Ruth Künzli (67) aus Rickenbach kam mit dem Baby nicht vom Spital, sondern vom Flughafen zurück. Sie adoptierte vor 45 Jahren ihre Tochter Tamara aus Sri Lanka.

Strahlend wie die Sonne: Ruth Künzli mit Tochter Tamara in den Ferien auf Malta.      Bild: zvg

(uke) In der gepflegten Wohnung leuchten von einem Bildschirm sonnige Ferienbilder aus Malta, Mutter und Tochter lachend beieinander.
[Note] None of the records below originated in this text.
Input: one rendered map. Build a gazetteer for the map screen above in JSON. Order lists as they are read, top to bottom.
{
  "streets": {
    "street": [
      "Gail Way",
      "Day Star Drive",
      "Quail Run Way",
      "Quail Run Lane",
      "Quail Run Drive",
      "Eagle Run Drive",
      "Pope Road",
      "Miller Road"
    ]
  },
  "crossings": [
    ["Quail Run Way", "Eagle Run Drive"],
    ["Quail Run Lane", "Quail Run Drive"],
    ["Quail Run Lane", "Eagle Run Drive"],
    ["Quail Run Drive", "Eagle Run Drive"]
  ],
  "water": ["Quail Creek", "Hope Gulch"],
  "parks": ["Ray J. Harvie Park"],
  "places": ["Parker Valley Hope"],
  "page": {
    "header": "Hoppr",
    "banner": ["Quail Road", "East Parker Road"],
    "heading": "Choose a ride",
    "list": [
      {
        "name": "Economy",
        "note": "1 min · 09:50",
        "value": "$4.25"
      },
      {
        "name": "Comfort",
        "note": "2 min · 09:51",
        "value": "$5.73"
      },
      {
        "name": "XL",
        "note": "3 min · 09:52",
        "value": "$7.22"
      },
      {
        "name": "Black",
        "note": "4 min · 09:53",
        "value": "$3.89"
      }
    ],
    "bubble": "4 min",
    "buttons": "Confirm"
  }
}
Äusserlich gleichen sie sich in keiner Weise, doch die innere Verbundenheit ist unübersehbar.  

«Die Gefühle sind genau die gleichen», sagt Ruth Künzli, die bereits in jungen Jahren zwei Arten von Mutterschaft erfahren hat: Mit 20 Jahren hat sie ihren schwer behinderten Marco geboren, der nach 16 Monaten starb, und mit 22 hat sie ihre drei Monate alte Tamara aus Sri Lanka adoptiert. «Beides ist eine freudige Erwartung. Ich habe mein krankes und mein geschenktes Kind genau gleich in die Arme genommen», sagt sie über ihre Erfahrung der Mutterschaft.
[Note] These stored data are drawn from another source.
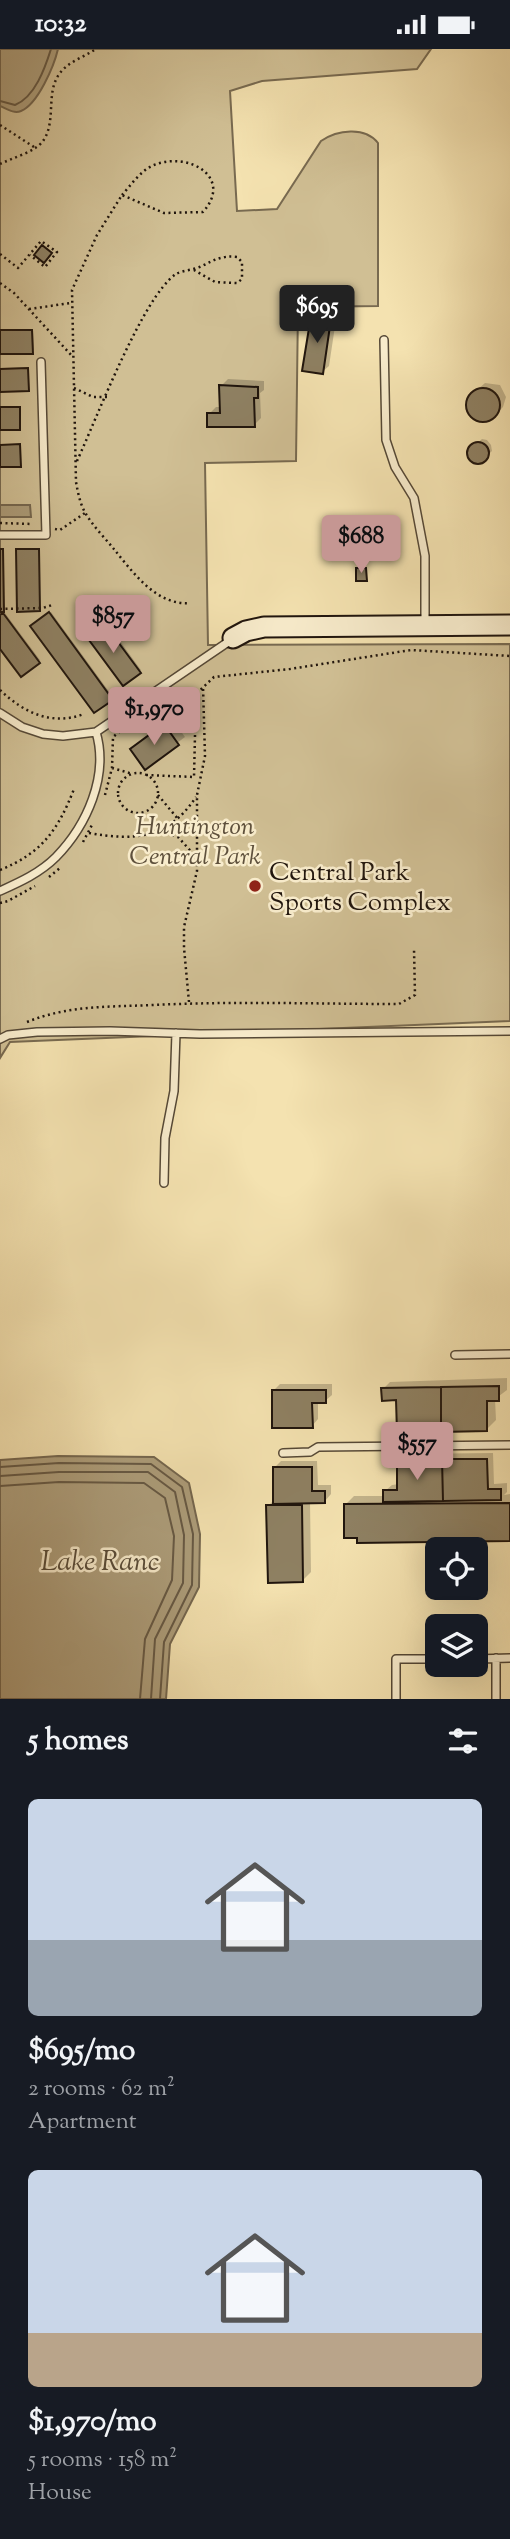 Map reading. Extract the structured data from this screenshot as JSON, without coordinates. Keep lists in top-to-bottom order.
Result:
{
  "water": ["Lake Ranc"],
  "parks": ["Huntington Central Park"],
  "places": ["Central Park Sports Complex"],
  "page": {
    "status": "10:32",
    "price": [
      "$695",
      "$688",
      "$857",
      "$1,970",
      "$557"
    ],
    "heading": "5 homes",
    "list": [
      {
        "name": "$695/mo",
        "note": "2 rooms · 62 m² · Apartment"
      },
      {
        "name": "$1,970/mo",
        "note": "5 rooms · 158 m² · House"
      }
    ]
  }
} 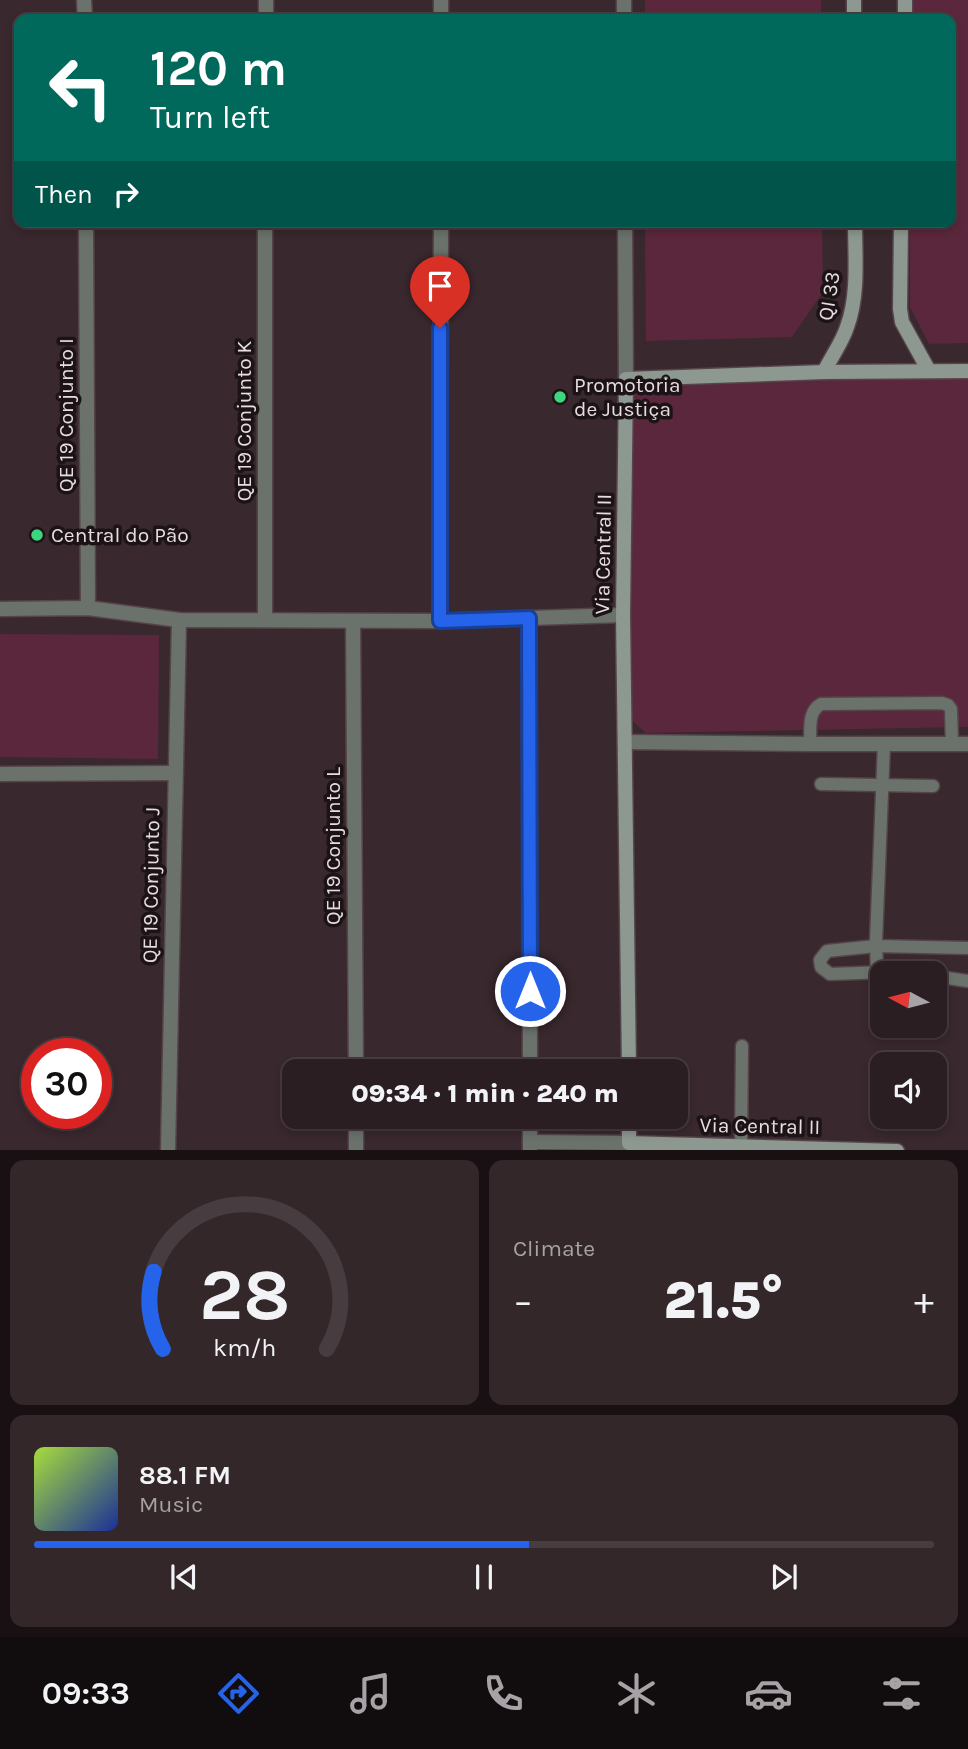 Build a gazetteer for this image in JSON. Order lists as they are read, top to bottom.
{
  "streets": {
    "street": [
      "QI 33",
      "QE 19 Conjunto I",
      "QE 19 Conjunto K",
      "Via Central II",
      "QE 19 Conjunto L",
      "QE 19 Conjunto J"
    ]
  },
  "places": ["Promotoria de Justiça", "Central do Pão"],
  "north": "left",
  "page": {
    "turn": ["120 m", "Turn left"],
    "then": "Then",
    "limit": "30",
    "trip": "09:34 · 1 min · 240 m",
    "tile": "Climate",
    "heat": ["−", "21.5°", "+"],
    "song": ["88.1 FM", "Music"],
    "tabs": "09:33",
    "gauge": ["28", "km/h"]
  }
}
«Statt den Frauenarzt hatte ich eben die Fremdenpolizei!», witzelt sie, die Ironie schwingt in ihrem fröhlichen Lachen mit. Ungeschönt räumt sie ein, wie aufwendig und kompliziert die Adoption für das junge Paar damals war. Da sie wussten, dass sie aufgrund einer genetischen Voraussetzung nie gesunde Kinder haben würden, entschieden sie sich für diesen Weg. Dank Unterstützung von erfahrenen Adoptiveltern und Kontakten zu einer Vermittlungsstelle ergab sich dann relativ schnell die Möglichkeit für eine Adoption in Sri Lanka. 

So setzte sich das junge Paar 1981 mit einem Koffer voll Windeln, Schnullern und Babynahrung ins Flugzeug, Destination Colombo. Unruhen herrschten dort und ein Kriegsausbruch war absehbar. «Es gab für uns keine Zweifel», blickt Ruth auf ihren sorglosen Aufbruch zurück. Um ein Kind aus der Schweiz adoptieren zu können, hätte sie wenig Chancen gehabt und mit enorm langer Wartezeit rechnen müssen.  In einem Kinderheim begegneten Ruth und Othmar ihrem Baby zum ersten Mal. Es lag in einer Ecke am Boden mit anderen Babys und streunenden Katzen. Tamara wurde von ihnen nach singalesischem Recht adoptiert und reiste mit Nachnamen Künzli in die Schweiz. 

«Was immer geschieht, es ist mein Kind.»

Ruth Künzli über ihr bedingungsloses Muttergefühl.

In Kloten klebte die halbe Verwandtschaft an der Fensterscheibe bei der Gepäckausgabe und bejubelte die junge Familie. «Gut angekommen», verschickten die Eltern alsbald überglücklich die Geburtsanzeige. «Die Freude der Angehörigen war wie bei einem leiblichen Kind. Wir wurden ausnahmslos akzeptiert.» Und das Gerede im Dorf? «Ich strahlte solchen Stolz und Freude aus, dass so etwas gar nicht an mich herankam», sagt Ruth und strahlt wie eh. «Ich war von Anfang an so glücklich mit diesem Kind», sagt sie. «Was immer geschieht, es ist mein Kind», beschreibt sie ihr bedingungsloses Muttergefühl. 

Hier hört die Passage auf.